Hi John – I’ll use ‘best bets’ on search results pages soon – like ‘Google Ads’ I supposed.
Still, the problem remains when one web page says “Call 192 for the Finance Department” and another web page says “Call 4567 for the Finance Dept”.
I sincerely hope people are discerning!
I assume there are usually two types of content. Official and the more personal.
There should be some governance and communications when creating official content. But I would be surprised if the finance department would create two separate forms for the same purpose.
You could set up an editorial board with representatives from all departments. This board can discuss duplicated and inconsistent content (amongst all the other topics).
Another thing is visitor rating. Let the visitor rate the content and give them an option to notify the owner when content is outdated or inappropriate (with a cc to the intranet manager).
I would say: good governance, clarity on who owns the content and also teach content creators some responsibility (the intranet is not a playground)
And not to forget, an intranet manager needs a lot of patience: reminding others this.
(I recognize the document example as well. This is often caused because people create the document elsewhere and then have to upload it to the CMS as a separate step. – Try to combine these steps in the information flow)
After I posted my comment I found a whole duplicated folder of media items! The original folder was no longer being used and I took great pleasure in deleting it all…
Koshtoo – I agree that if people can’t find the document that’s why they’ll just create a new one. Think that’s been part of our downfall.
The problem we’ve had with expiry dates in that in 1999, 2010 seemed like a very long way away – everyone seemed to set this year as an expiry date, when really they wanted it to stay forever (our current CMS forces you to set an expiry date).
Now we’re trying to delete old pages ahead of our move to a new CMS in the next few weeks and have found loads of stuff that dropped off this year that should still have been live. Having to chase all the owners to see if they want it turned back on.
Although it makes me wonder whether it was ever really needed if no-one has noticed it’s been missing.
Bas – good point about commenting on/rating pages. I think this is something we have planned for our new intranet, but I’m going to go and double check now!
When there is a mass of information, a good old rating system should help. The forces of democracy will kick in, and better quality content will be rated up.

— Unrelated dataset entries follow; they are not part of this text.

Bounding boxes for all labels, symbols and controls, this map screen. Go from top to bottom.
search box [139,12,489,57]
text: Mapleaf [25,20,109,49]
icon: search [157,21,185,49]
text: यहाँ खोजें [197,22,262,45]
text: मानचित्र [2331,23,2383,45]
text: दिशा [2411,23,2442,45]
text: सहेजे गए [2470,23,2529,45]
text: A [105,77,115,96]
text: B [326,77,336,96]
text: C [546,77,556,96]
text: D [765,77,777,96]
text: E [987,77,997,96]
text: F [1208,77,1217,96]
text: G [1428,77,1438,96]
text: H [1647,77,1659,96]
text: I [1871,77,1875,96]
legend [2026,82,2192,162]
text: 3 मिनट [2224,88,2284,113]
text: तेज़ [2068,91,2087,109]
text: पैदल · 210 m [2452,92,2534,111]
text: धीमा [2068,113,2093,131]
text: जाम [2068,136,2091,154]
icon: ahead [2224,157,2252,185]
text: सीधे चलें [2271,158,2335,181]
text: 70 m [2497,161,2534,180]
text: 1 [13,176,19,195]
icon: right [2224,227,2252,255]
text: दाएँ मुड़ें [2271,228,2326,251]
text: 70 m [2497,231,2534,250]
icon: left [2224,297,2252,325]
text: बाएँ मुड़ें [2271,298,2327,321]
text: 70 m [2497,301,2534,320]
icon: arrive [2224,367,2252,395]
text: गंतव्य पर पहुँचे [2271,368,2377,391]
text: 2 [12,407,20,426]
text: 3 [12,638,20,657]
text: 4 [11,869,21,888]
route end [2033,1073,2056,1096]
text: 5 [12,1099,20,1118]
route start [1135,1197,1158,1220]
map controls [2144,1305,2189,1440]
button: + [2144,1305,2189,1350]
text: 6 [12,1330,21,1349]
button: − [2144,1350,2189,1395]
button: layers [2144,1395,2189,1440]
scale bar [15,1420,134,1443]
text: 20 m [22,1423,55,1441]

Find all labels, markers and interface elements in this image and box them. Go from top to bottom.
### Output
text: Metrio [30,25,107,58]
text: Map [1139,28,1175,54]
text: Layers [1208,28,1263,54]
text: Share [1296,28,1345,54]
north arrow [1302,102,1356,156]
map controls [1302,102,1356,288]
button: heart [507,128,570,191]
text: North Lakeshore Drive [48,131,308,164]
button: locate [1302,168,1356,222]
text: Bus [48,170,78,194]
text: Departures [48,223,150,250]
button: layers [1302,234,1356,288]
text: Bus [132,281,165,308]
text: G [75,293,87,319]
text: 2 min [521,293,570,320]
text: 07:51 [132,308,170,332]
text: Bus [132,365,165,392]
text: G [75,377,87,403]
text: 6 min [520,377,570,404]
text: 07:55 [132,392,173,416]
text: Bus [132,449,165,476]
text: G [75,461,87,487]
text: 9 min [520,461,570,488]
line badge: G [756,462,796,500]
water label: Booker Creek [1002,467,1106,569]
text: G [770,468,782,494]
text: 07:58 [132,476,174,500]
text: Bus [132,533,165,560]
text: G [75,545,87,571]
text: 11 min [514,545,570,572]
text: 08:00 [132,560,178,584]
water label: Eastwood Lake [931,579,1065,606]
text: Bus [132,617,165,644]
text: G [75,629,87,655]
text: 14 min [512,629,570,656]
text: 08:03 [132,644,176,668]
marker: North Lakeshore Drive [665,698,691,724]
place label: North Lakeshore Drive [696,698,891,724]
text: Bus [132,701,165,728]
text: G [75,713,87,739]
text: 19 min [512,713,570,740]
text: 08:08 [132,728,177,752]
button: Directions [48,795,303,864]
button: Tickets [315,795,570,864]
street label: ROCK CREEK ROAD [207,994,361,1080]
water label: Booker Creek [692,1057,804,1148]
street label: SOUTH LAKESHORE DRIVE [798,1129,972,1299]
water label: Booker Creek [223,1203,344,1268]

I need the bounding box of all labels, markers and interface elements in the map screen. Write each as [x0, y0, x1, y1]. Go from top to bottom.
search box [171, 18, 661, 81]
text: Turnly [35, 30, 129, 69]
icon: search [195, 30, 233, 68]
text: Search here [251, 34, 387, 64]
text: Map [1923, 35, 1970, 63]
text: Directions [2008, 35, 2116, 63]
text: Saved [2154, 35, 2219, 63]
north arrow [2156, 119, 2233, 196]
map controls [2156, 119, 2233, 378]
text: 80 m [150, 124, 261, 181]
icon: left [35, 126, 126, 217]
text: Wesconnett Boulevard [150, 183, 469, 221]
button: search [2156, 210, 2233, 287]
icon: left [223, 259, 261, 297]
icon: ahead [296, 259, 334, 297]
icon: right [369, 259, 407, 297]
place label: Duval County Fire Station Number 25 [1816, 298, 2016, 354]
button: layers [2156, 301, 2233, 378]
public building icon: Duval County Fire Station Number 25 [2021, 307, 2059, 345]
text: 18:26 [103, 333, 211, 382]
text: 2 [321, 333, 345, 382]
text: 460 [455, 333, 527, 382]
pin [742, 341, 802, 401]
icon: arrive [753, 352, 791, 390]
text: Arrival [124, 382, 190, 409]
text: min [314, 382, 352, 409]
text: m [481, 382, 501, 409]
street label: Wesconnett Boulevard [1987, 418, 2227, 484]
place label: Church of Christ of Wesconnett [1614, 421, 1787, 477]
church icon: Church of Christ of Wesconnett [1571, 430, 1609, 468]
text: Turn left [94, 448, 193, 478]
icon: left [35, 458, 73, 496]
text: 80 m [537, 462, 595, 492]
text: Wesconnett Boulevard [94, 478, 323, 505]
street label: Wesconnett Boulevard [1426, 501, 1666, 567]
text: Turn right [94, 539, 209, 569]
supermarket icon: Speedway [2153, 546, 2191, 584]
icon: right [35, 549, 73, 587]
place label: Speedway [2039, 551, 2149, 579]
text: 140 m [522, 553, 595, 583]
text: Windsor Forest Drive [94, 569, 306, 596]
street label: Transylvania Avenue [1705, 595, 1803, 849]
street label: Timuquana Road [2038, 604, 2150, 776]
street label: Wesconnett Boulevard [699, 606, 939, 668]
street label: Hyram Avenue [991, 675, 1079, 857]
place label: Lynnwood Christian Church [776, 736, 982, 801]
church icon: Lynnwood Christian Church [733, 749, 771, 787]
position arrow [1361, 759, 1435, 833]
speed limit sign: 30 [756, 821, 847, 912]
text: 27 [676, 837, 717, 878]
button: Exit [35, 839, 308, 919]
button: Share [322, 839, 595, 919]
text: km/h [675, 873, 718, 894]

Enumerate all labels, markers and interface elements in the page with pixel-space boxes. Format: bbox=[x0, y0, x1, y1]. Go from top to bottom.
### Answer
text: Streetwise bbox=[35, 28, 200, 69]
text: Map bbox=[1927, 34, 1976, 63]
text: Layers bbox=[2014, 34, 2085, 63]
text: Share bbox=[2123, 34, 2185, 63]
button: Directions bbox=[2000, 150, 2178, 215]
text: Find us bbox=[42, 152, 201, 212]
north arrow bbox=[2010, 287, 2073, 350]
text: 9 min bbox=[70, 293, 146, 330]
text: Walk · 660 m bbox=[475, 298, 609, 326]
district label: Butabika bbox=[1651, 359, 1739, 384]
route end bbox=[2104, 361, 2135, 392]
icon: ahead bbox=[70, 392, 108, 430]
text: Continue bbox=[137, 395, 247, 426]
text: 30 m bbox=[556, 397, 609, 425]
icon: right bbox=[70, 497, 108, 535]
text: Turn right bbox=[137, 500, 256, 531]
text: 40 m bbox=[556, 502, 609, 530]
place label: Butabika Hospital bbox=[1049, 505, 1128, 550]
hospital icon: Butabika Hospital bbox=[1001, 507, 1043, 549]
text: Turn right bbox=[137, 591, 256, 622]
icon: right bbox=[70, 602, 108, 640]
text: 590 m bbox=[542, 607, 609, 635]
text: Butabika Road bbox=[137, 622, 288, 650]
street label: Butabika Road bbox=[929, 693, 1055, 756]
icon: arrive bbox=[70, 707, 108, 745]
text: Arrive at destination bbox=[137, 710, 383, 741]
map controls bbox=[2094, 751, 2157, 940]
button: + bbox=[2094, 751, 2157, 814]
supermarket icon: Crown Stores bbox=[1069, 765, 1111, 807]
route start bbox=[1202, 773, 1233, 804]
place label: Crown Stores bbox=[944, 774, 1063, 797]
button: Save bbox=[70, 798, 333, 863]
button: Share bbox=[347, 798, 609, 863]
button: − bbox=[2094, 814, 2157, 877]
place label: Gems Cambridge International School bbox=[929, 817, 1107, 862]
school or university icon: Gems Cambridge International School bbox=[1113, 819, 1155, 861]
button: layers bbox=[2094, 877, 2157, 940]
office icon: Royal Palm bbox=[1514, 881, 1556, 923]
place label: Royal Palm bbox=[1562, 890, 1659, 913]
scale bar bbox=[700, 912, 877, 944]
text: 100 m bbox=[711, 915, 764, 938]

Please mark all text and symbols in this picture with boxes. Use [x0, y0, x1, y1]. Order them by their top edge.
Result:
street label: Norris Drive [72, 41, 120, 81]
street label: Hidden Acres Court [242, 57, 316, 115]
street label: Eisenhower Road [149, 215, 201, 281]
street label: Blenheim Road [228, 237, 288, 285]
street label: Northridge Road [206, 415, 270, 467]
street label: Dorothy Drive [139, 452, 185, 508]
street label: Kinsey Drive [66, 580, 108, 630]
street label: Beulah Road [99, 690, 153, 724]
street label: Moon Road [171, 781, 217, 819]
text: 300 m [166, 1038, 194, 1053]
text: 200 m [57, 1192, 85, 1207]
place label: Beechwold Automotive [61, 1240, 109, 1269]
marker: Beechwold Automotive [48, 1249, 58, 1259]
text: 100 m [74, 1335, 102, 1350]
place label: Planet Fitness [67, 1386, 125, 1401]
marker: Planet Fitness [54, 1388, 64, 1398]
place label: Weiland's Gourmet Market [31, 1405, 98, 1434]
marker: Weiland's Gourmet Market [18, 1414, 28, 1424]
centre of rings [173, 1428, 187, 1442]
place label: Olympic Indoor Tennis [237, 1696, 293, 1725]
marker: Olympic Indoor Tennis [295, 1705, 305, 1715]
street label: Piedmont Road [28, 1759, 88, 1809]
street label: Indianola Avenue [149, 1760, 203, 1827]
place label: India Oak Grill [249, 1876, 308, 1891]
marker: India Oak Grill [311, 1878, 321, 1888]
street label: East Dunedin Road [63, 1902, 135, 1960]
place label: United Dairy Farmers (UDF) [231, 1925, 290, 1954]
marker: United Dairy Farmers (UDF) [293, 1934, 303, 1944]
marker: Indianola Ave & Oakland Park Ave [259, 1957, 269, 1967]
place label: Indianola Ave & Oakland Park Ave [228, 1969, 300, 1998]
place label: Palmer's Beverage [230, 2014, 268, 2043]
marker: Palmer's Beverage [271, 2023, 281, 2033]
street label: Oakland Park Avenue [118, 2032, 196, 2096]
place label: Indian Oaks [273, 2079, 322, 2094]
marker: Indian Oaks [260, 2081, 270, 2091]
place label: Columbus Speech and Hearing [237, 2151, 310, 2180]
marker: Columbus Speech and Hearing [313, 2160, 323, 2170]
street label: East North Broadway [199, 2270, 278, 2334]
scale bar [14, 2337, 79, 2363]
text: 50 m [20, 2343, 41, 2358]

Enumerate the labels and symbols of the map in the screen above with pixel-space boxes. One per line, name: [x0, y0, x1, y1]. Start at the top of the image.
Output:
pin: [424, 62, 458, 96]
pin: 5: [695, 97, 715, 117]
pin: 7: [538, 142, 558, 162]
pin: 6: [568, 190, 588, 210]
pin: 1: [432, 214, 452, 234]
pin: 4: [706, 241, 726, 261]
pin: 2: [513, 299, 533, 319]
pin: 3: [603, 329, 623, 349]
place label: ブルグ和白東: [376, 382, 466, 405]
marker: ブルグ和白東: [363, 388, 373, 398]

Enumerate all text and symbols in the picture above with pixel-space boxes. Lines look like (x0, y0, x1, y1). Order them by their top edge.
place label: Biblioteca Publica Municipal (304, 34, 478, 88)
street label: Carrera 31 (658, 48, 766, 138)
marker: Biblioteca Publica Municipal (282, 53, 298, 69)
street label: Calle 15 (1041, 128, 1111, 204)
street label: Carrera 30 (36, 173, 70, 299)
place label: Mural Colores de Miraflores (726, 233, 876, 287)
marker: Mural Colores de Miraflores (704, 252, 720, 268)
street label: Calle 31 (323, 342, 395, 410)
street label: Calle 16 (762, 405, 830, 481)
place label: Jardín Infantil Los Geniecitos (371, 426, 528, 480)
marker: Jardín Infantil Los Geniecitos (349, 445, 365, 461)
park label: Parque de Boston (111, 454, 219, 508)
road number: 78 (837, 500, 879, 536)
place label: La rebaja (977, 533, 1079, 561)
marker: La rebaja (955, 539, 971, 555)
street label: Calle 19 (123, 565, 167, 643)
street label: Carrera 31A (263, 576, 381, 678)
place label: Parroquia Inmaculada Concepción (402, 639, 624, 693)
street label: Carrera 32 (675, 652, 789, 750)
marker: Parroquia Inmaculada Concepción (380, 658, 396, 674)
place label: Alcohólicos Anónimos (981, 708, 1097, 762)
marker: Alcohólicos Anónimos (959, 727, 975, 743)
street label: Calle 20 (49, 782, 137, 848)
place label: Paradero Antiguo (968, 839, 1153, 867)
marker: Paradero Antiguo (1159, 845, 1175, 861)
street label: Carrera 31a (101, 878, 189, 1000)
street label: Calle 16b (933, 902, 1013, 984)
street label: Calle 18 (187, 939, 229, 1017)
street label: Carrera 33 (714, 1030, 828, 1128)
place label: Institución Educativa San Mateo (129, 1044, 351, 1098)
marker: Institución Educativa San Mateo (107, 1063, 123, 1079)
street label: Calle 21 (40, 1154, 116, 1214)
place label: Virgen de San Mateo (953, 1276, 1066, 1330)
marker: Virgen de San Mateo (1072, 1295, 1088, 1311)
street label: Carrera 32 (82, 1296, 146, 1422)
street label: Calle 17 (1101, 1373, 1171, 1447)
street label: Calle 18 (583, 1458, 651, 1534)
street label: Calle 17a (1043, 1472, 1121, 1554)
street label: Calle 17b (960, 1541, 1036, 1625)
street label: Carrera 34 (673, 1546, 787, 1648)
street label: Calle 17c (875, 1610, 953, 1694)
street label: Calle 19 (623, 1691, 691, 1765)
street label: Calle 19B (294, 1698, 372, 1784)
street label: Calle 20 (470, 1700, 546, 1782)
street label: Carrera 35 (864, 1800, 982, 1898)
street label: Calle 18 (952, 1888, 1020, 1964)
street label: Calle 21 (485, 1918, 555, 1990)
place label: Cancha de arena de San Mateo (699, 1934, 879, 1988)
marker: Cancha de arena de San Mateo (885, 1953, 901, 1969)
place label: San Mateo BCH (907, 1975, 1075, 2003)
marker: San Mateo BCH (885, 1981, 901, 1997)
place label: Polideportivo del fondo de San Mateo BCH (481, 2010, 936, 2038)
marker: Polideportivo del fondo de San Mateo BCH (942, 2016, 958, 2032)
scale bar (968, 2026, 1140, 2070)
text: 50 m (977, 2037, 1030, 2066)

That is the best way to sort a mass of information.
This is a constant topic of discussion/debate when intranet managers get together!
A good CMS can help, but won’t solve the problem. We’ve worked with many organisations that have a carefully considered CMS implementation, and still struggle with the same issues…
Governance is clearly important, and it highlights the value of having a central team that has a 20,000ft view of everything.
I agree, though, that we do need to find ways of helping staff better judge the accuracy and relevance of intranet content. On the web, we all use unwritten heuristics to distinguish between medical advice on a government website and a new age promoter. Intranets could do a better job giving clues that help guide site users…
PS. a while back we did a mindmap of all the ways of improving intranet content, and there’s quite a few options!